── DATA EXTRACT ──

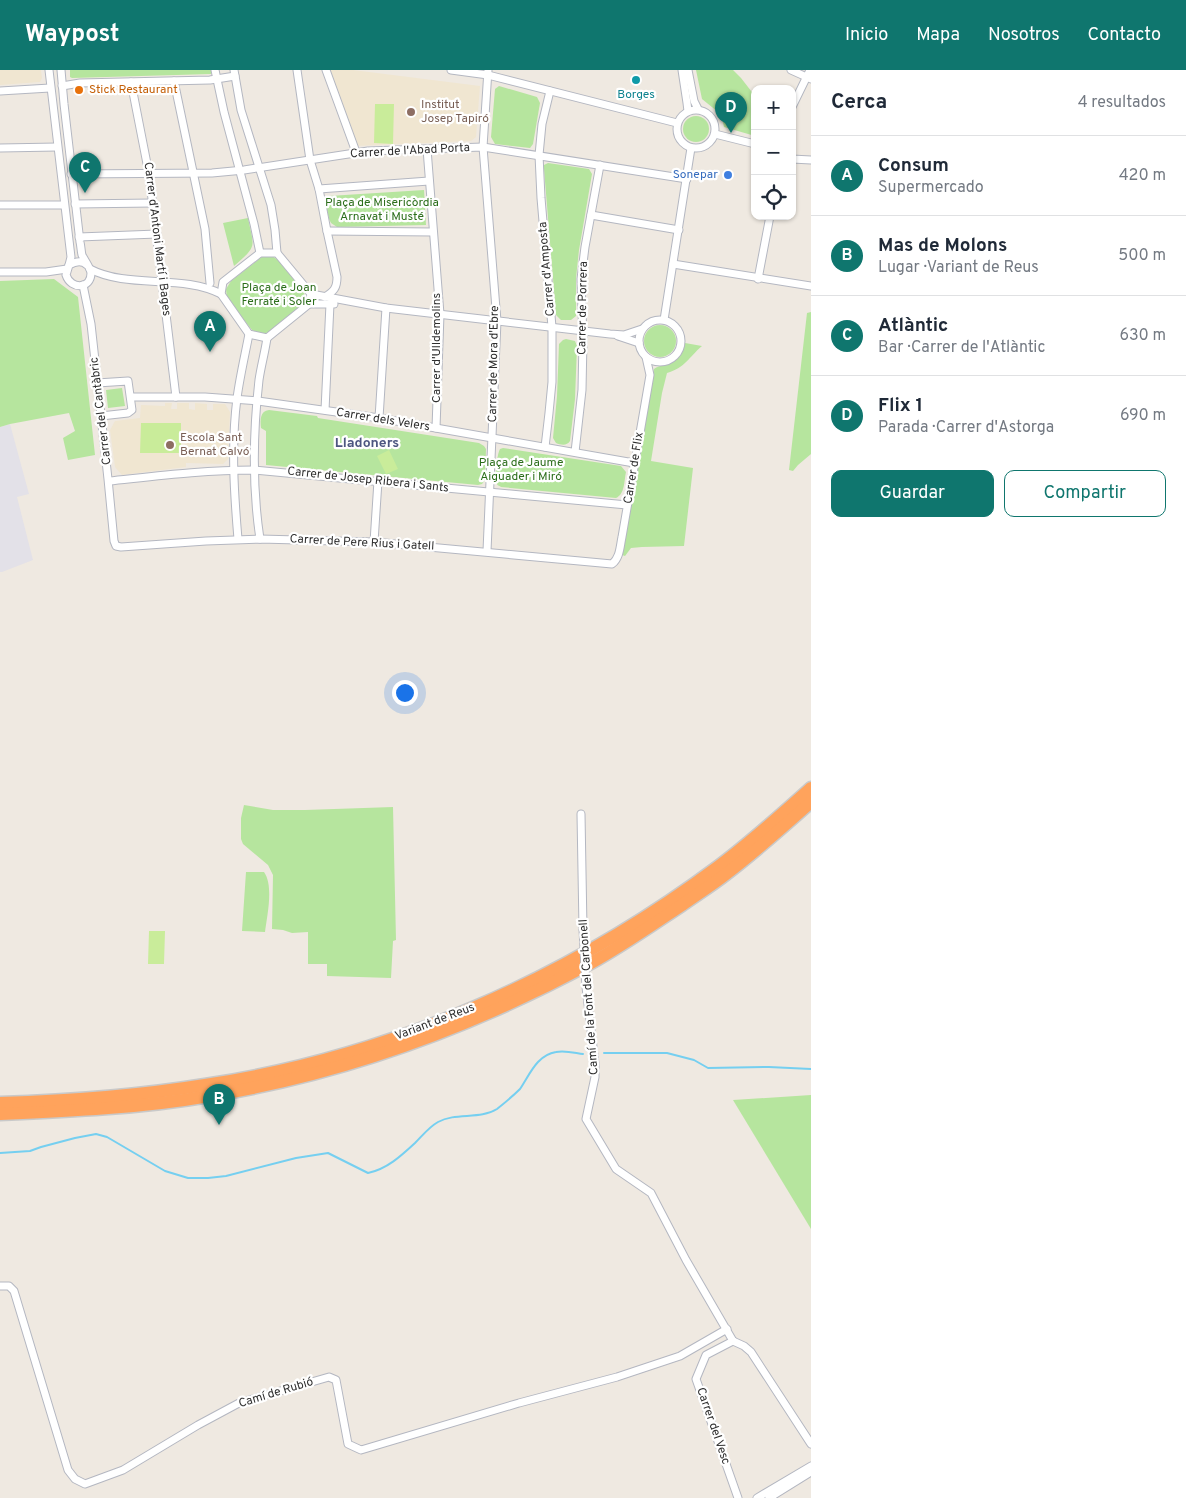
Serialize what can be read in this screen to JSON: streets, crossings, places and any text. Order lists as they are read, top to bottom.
{
  "streets": {
    "highway": ["Variant de Reus"],
    "street": [
      "Carrer de l'Abad Porta",
      "Carrer d'Antoni Martí i Bages",
      "Carrer d'Amposta",
      "Carrer de Porrera",
      "Carrer d'Ulldemolins",
      "Carrer de Mora d'Ebre",
      "Carrer del Cantàbric",
      "Carrer dels Velers",
      "Carrer de Flix",
      "Carrer de Josep Ribera i Sants",
      "Carrer de Pere Rius i Gatell",
      "Camí de la Font del Carbonell",
      "Camí de Rubió",
      "Carrer del Vesc"
    ]
  },
  "crossings": [
    ["Carrer de l'Abad Porta", "Carrer d'Antoni Martí i Bages"],
    ["Carrer de l'Abad Porta", "Carrer d'Amposta"],
    ["Carrer de l'Abad Porta", "Carrer de Porrera"],
    ["Carrer de l'Abad Porta", "Carrer d'Ulldemolins"],
    ["Carrer de l'Abad Porta", "Carrer de Mora d'Ebre"],
    ["Carrer d'Antoni Martí i Bages", "Carrer dels Velers"],
    ["Carrer d'Amposta", "Carrer dels Velers"],
    ["Carrer de Porrera", "Carrer dels Velers"],
    ["Carrer d'Ulldemolins", "Carrer dels Velers"],
    ["Carrer de Mora d'Ebre", "Carrer dels Velers"],
    ["Carrer de Mora d'Ebre", "Carrer de Josep Ribera i Sants"],
    ["Carrer de Mora d'Ebre", "Carrer de Pere Rius i Gatell"],
    ["Carrer del Cantàbric", "Carrer de Josep Ribera i Sants"],
    ["Carrer del Cantàbric", "Carrer de Pere Rius i Gatell"],
    ["Carrer dels Velers", "Carrer de Flix"],
    ["Carrer de Flix", "Carrer de Josep Ribera i Sants"],
    ["Carrer de Flix", "Carrer de Pere Rius i Gatell"],
    ["Camí de la Font del Carbonell", "Camí de Rubió"],
    ["Camí de la Font del Carbonell", "Carrer del Vesc"]
  ],
  "districts": ["Lladoners"],
  "parks": ["Plaça de Misericòrdia Arnavat i Musté", "Plaça de Joan Ferraté i Soler", "Plaça de Jaume Aiguader i Miró"],
  "places": [
    "Borges",
    "Stick Restaurant",
    "Institut Josep Tapiró",
    "Sonepar",
    "Escola Sant Bernat Calvó"
  ],
  "page": {
    "header": "Waypost",
    "nav": [
      "Inicio",
      "Mapa",
      "Nosotros",
      "Contacto"
    ],
    "heading": ["Cerca", "4 resultados"],
    "map_buttons": ["+", "−"],
    "pins": [
      "D",
      "C",
      "A",
      "B"
    ],
    "list": [
      {
        "mark": "A",
        "name": "Consum",
        "note": "Supermercado",
        "value": "420 m"
      },
      {
        "mark": "B",
        "name": "Mas de Molons",
        "note": "Lugar · Variant de Reus",
        "value": "500 m"
      },
      {
        "mark": "C",
        "name": "Atlàntic",
        "note": "Bar · Carrer de l'Atlàntic",
        "value": "630 m"
      },
      {
        "mark": "D",
        "name": "Flix 1",
        "note": "Parada · Carrer d'Astorga",
        "value": "690 m"
      }
    ],
    "buttons": ["Guardar", "Compartir"]
  }
}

───

Within the entries, find all lines holding "streets" and copy each one.

Serialize what can be read in this screen to JSON: streets, crossings, places and any text. Order lists as they are read, top to bottom.
  "streets": {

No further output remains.